Memory Performance

Seeing as how the huge L3 cache and quad-channel memory interface are big parts of what makes Ivy Bridge E unique, I thought it might make sense to look at memory latency and bandwidth. We'll start with memory latency, compared to Ivy Bridge, Haswell and Haswell + Crystalwell.

The larger L3 cache buys IVB-E lower latency accesses for a wider range of addresses, but once you exceed the 15MB L3 cache space we see latency about on par with everything else. Only Haswell + Crystalwell manages to hold out for longer. Unfortunately that's not really a part desktop enthusiasts can buy so it's mostly an academic comparison.

The bandwidth story is an interesting one. Sandra maxes out bandwidth by driving all cores at the same time, so you get some uplift here by there simply being more cores under IVB-E's hood. But even if you divide out the number of cores, you get per core cache bandwidth figures that are extremely high (at least outside of L1). The L3 cache in particular is quite bandwidth happy.

Going outside of the L3 cache, we also see a doubling of memory bandwidth - which is expected given the doubling of memory interface width. In reality the peak memory bandwidth advantage would be even larger as IVB-E officially supports DDR3-1866 (if you only populate 1 DIMM per channel, otherwise either 1333 or 1600 is officially supported).

General Performance

I don't know that I've ever seen an Intel slide before that called out a performance degradation, but there's a first time for everything:

The problem with IVB-E vs.

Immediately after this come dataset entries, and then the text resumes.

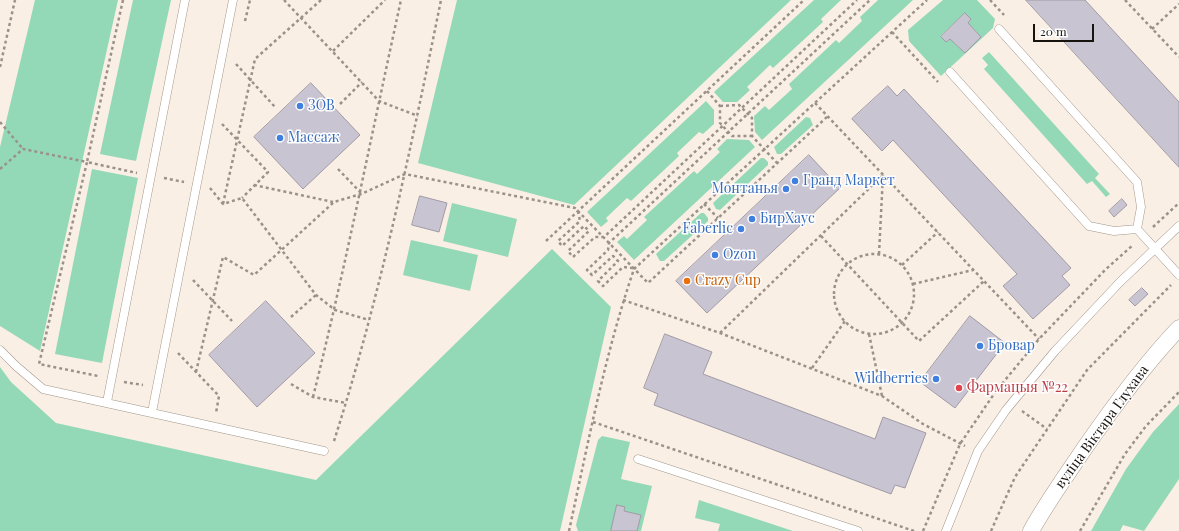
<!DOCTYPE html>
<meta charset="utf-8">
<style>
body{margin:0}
#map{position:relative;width:1179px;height:531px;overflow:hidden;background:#faefe4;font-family:"Playfair Display",serif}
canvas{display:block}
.scale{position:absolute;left:1033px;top:24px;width:61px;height:18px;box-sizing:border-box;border:2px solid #17130f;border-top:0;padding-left:5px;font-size:12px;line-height:14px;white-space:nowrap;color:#17130f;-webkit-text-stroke:3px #fefefe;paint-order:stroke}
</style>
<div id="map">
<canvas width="1179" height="531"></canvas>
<div class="scale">20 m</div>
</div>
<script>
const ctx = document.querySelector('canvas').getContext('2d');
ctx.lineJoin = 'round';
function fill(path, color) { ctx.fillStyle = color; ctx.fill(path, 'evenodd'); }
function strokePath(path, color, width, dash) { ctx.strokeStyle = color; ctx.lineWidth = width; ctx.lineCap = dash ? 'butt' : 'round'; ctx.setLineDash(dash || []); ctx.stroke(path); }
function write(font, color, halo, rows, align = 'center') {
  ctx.font = font + ' "Playfair Display",serif'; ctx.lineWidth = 3; ctx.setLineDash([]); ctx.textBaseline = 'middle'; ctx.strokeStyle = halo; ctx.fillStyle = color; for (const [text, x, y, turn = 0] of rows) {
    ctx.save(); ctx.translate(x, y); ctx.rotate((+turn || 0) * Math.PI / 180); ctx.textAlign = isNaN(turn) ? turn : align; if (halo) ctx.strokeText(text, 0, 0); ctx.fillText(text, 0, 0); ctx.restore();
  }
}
fill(new Path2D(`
 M35,0h83l-78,351 -40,-25v-179z
 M133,0h38l-35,161 -36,-7z
 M457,0h334l-217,205 -156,-42z
 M814,0h27l-20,19 2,3 -50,46 -3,-3 -23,22 3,3 -13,12h-14l-9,-10z
 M878,0h35l-151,140 -7,-8 -1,-16 11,-10 4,4 23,-21 -3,-5 47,-44 3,3 23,-22 -2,-4z
 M943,0h34l18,19 -2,9 -52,48 -32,-35 -1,-11zM965,13l6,6 -3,4 13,14 -16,16 -15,-14 -4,3 -5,-6z
 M989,52l110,122 -4,4 15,16 -4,3 -14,-16 -5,3 -103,-115 4,-4 -6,-7z
 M706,101l8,9v14l-11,10 -4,-2 -22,21 2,3 -48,45 -4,-3 -21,20 2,3 -7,6 -14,-15z
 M806,117l4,1 3,7 -32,29h-4l-3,-7z
 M727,139l22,1 6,7 -121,113 -17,-18 7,-6 3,3 20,-19 -3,-3 50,-46 3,3 23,-22 -3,-3z
 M761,158h3l4,4v3l-48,45 -4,-1 -3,-6z
 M92,169l46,9 -36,185 -47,-9z
 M452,203l65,16 -9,38 -65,-16z
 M701,213h3l4,5v3l-44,40h-4l-4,-7z
 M411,240l67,15 -8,36 -67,-16z
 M552,249l59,58 -51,224h-560v-164l11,15 45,41 260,57z
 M1179,404v75l-35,52 -21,-6 -3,6h-29l35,-62 27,-37z
 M602,436l28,6 -9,37 31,7 -11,45h-4l4,-16 -17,-4 1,-4 -14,24h-33l-2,-6 22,-85z
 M699,500l94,31h-75l2,-7 -25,-6z`), '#93d9b7');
const building = new Path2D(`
 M1026,0h59l70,76 24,26v65z
 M965,13l6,6 -3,4 13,14 -16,16 -15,-14 -4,3 -5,-5z
 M311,83l49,52 -57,54 -49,-52z
 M888,86l9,10 7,-7 167,179 -9,8 8,9 -37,34 -30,-33 14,-12 -124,-134 -11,11 -30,-32z
 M809,155l31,33 -133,125 -31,-32z
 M420,196l27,7 -8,29 -27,-7z
 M1122,199l5,6 -13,12 -5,-6z
 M1142,288l6,6 -13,12 -6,-6z
 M266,301l49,52 -58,54 -48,-52z
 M970,316l35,27 -50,65 -35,-26z
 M665,334l47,18 -9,22 172,65 8,-22 43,16 -21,55 -10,-3 -4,9 -237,-89 4,-11 -14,-6z
 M617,505l8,2 -1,4 17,4 -4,16h-26z`);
fill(building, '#c9c4d1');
strokePath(building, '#9f9aa6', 1);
const service = new Path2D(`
 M999,29l138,153 4,25 -4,22
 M950,72l139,154 25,5 23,-2
 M1137,229l42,46
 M0,350l16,16 27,23 281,62
 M107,402l78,-402
 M152,412l81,-412
 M638,459l220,72
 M946,531l32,-80 28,-41 49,-59 65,-69 59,-56`);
const minor = new Path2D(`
 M1031,531c16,-29 35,-55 53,-82 29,-42 60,-84 95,-121`);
strokePath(service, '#a1978c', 9);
strokePath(minor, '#a1978c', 17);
strokePath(new Path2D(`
 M123,0l-36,162 50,11
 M284,0l95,101 39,15
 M990,0l14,15
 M1125,0l54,57
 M245,21l5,-21
 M1152,29l27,-25
 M892,32l46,50
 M333,51l52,-51
 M236,64l39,43
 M0,67l15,-67
 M707,91l13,15v17l12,13h20
 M815,103l224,236
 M340,104l22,-22
 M720,106l19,-1 13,13v18l25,27
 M0,122l23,27
 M222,124l46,48 -26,26
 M0,169l23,-20 64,13 -48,202 59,12
 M338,169l23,24
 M164,178l20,4
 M254,185l79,17
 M210,188l13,16 19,-6 74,97 19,15 34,10
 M223,204l32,-145 66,-59
 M704,204l14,14
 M578,211l2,10 -22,20 4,5 22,-20 5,5 -21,20 5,6 22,-20h9l253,-237
 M1153,227l26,-24
 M821,236l98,105 65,-60
 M546,241l258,-241
 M879,254l4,-79
 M834 294a40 40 0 1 1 80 0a40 40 0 1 1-80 0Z
 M902,265l36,-33
 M633,268l-10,-1 -20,19 -5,-5 20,-20 -5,-5 -21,19 -5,-5 21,-20 1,-7 261,-243
 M193,280l39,41
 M913,284l60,-14
 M623,300l97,33 162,63 41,28 42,22
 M291,317l25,-22
 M720,333l163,-158
 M869,334l13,62
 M178,353l41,43 -3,17
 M812,368l33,-47
 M196,372l27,-115 31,18 80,-73 27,-8 44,-20 170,34 73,75 180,-167
 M124,382l19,3
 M291,384l22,13 33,6
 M313,397c33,-132 59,-265 88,-397
 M1022,411l25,18
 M593,422l321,109
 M334,441c46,-144 77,-293 107,-441
 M569,531c19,-88 36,-177 65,-262l293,-269
 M923,531l37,-87 36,-53 43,-52 67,-70 27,-24
 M991,531l24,-54 72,-107 84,-85
 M1080,531l45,-77 21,-28 33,-34`), '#9a928a', 2.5, [3, 3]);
strokePath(service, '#fff', 8);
strokePath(minor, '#fff', 16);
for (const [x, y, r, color] of [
 [300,106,4,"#3f7fe0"],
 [280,138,4,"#3f7fe0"],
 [795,181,4,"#3f7fe0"],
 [786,189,4,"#3f7fe0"],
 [752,219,4,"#3f7fe0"],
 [741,229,4,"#3f7fe0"],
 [715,255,4,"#3f7fe0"],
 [687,281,4,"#e8710a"],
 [980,346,4,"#3f7fe0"],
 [936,379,4,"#3f7fe0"],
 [959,388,4,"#e0444e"]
]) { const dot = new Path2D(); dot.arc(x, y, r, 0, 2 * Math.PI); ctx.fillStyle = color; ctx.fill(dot); strokePath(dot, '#fefefe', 1.5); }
write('14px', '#366cbe', '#fefefe', [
 ["ЗОВ",308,106],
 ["Массаж",288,138],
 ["Гранд Маркет",803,181],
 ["Монтанья",778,189,"right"],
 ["БирХаус",760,219],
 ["Faberlic",733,229,"right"],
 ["Ozon",723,255],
 ["Бровар",988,346],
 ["Wildberries",928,379,"right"]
], 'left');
write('14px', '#c56008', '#fefefe', [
 ["Crazy Cup",695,281]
], 'left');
write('14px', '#be3a42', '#fefefe', [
 ["Фармацыя №22",967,388]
], 'left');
write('14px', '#17130f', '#fefefe', [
 ["вуліца Віктара Глухава",1102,427,-54]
]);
</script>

Haswell is that the extra large L3 cache and quad-channel memory interface are generally only useful in heavily threaded applications, which of course benefit from its 6-core configuration. In those tests that aren't heavily threaded however, IVB-E typically sees a single threaded performance deficit compared to Haswell. Given that the 4960X and Haswell based Core i7-4770K run at very similar frequencies, it's not surprising to see IVB-E take a backseat to Haswell in in "everyday computing" tasks. Intel's slide above claims about a 18% reduction in "everyday computing" performance compared to the 4770K, but in practice I found the gap to be much narrower.

Although not the best indication of overall system performance, the SYSMark 2012 suite does give us a good idea of lighter workloads than we're used to testing.

SYSMark 2012 - Overall

There's pretty much no advantage to the 4960X over the 3970X here. Remember Ivy Bridge's architectural improvements were very limited on the CPU side. As clock speeds didn't really go up between the 3970X and 4960X, the performance parity here isn't surprising. Haswell manages a ~6% performance advantage over the 4960X at an obviously lower power and price point.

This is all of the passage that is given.